MATERIAL SUPPLIED -

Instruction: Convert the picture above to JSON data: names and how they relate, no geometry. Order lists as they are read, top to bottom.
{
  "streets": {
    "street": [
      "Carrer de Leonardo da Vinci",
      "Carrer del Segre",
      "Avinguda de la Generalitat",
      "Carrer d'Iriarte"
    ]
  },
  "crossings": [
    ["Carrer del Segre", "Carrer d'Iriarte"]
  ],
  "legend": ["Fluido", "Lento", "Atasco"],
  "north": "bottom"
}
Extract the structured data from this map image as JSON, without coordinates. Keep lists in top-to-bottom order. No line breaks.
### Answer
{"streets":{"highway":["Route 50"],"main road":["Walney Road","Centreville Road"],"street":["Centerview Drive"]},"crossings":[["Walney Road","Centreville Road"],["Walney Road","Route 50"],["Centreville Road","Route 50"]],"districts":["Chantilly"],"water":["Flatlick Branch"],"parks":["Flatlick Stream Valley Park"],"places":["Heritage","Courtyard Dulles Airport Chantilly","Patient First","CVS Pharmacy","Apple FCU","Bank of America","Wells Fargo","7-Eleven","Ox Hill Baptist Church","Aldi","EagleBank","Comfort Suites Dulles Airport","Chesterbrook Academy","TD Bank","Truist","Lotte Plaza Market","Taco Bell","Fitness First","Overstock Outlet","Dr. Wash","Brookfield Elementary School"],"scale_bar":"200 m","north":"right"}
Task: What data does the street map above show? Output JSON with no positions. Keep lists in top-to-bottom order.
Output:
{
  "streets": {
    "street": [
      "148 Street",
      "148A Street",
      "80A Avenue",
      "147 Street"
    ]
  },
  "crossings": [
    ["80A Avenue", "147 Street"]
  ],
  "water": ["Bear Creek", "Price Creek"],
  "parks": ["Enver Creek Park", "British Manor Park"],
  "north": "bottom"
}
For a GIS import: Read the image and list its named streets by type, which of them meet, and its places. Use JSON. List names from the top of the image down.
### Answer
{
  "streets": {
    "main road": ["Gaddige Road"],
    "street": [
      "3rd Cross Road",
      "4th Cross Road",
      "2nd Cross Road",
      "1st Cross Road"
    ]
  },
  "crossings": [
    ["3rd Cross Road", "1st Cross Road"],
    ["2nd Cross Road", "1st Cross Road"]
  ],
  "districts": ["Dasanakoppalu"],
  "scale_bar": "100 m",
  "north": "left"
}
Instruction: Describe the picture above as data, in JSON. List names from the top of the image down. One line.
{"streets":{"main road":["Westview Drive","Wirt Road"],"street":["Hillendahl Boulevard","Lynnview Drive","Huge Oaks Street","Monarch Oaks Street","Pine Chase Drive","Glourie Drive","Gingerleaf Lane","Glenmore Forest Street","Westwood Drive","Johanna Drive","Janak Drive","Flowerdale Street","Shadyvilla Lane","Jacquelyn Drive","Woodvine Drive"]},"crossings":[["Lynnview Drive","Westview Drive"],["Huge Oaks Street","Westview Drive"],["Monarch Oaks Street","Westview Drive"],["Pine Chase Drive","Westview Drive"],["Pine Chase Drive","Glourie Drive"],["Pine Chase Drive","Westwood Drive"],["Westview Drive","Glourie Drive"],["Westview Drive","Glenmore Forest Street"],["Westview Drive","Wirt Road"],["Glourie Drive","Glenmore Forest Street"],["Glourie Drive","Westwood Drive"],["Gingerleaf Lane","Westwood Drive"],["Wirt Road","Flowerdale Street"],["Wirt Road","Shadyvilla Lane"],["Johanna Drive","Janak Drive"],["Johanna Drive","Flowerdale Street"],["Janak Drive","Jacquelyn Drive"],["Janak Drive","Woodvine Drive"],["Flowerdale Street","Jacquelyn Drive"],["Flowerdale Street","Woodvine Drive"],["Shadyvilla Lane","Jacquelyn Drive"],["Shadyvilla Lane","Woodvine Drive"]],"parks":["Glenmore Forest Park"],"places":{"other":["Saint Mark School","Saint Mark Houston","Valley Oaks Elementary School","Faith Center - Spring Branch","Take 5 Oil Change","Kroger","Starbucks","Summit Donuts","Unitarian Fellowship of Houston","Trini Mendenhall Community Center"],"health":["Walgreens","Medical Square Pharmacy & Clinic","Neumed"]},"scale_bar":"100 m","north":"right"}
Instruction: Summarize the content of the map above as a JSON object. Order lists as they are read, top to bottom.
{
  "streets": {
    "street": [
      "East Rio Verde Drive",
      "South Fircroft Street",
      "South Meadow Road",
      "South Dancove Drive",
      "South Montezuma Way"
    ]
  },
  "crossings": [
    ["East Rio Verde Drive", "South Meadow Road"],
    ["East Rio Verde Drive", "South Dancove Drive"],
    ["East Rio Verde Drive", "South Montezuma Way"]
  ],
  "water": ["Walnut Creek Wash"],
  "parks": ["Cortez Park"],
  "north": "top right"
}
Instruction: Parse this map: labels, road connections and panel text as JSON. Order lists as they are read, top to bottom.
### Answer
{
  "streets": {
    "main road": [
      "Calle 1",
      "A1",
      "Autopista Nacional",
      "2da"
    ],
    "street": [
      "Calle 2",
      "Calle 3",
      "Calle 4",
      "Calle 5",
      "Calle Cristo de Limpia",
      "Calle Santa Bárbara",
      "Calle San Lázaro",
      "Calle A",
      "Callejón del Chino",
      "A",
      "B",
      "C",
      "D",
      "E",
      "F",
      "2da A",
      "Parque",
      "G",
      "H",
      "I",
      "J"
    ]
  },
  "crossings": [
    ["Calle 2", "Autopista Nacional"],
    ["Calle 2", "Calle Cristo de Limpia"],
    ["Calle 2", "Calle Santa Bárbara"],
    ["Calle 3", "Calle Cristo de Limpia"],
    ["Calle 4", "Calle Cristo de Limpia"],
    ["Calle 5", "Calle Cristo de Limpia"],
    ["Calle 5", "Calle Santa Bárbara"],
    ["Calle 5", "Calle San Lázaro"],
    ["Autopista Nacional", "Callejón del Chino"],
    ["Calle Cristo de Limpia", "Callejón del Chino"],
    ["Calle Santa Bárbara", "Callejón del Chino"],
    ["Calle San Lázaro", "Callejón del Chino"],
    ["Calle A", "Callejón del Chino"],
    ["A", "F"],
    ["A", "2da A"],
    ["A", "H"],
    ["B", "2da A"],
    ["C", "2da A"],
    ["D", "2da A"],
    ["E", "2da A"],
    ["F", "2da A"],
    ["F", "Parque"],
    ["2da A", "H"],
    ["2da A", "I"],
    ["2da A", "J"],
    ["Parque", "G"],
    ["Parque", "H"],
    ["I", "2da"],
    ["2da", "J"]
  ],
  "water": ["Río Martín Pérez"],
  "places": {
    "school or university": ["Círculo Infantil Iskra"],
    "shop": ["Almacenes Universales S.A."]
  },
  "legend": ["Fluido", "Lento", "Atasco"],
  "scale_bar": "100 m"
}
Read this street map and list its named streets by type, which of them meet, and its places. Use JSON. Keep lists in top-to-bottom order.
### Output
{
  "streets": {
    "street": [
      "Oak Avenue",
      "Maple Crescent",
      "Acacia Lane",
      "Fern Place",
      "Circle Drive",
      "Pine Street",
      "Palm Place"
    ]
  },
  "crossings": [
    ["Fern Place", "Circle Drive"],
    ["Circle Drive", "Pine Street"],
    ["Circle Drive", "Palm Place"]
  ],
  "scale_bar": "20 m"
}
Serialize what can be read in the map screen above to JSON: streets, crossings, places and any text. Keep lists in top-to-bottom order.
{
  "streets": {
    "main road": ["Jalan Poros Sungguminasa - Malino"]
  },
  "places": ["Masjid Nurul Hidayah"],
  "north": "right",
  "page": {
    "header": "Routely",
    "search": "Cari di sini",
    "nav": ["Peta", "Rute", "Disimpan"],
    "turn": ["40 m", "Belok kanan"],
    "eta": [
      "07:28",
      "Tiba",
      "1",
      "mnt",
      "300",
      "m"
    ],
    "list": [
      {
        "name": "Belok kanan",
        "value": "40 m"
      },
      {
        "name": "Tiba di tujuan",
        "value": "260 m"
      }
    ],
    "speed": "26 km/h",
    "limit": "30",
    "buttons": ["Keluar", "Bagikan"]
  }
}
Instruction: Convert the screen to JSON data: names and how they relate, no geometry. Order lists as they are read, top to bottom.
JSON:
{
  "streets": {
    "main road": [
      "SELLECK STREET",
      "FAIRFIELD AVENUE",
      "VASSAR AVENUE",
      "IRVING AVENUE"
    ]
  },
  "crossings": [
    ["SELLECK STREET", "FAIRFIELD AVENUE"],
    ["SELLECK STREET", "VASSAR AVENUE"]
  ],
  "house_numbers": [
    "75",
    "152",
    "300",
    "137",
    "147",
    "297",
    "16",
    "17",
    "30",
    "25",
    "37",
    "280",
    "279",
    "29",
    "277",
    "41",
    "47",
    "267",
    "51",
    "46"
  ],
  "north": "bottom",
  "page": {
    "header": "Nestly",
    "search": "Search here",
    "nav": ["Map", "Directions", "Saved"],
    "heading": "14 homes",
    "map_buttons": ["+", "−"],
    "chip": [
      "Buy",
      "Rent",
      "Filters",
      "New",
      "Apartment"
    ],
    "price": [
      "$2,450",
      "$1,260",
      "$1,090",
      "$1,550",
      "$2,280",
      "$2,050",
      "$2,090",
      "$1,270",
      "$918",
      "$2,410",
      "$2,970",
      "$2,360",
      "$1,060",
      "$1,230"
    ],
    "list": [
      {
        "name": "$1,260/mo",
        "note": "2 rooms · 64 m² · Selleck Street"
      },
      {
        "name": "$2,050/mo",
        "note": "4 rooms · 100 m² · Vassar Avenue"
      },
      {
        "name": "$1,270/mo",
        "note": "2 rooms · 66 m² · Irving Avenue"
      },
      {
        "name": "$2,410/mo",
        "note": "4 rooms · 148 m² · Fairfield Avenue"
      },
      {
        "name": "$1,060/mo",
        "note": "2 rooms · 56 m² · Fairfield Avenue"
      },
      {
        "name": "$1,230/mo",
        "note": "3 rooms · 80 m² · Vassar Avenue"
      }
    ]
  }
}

WHAT NEEDS TO BE DONE - From the data above, copy every line where "meet" appears.

RESPONSE AREA -
For a GIS import: Read the image and list its named streets by type, which of them meet, and its places. Use JSON. List names from the top of the image down.
Read this street map and list its named streets by type, which of them meet, and its places. Use JSON. Keep lists in top-to-bottom order.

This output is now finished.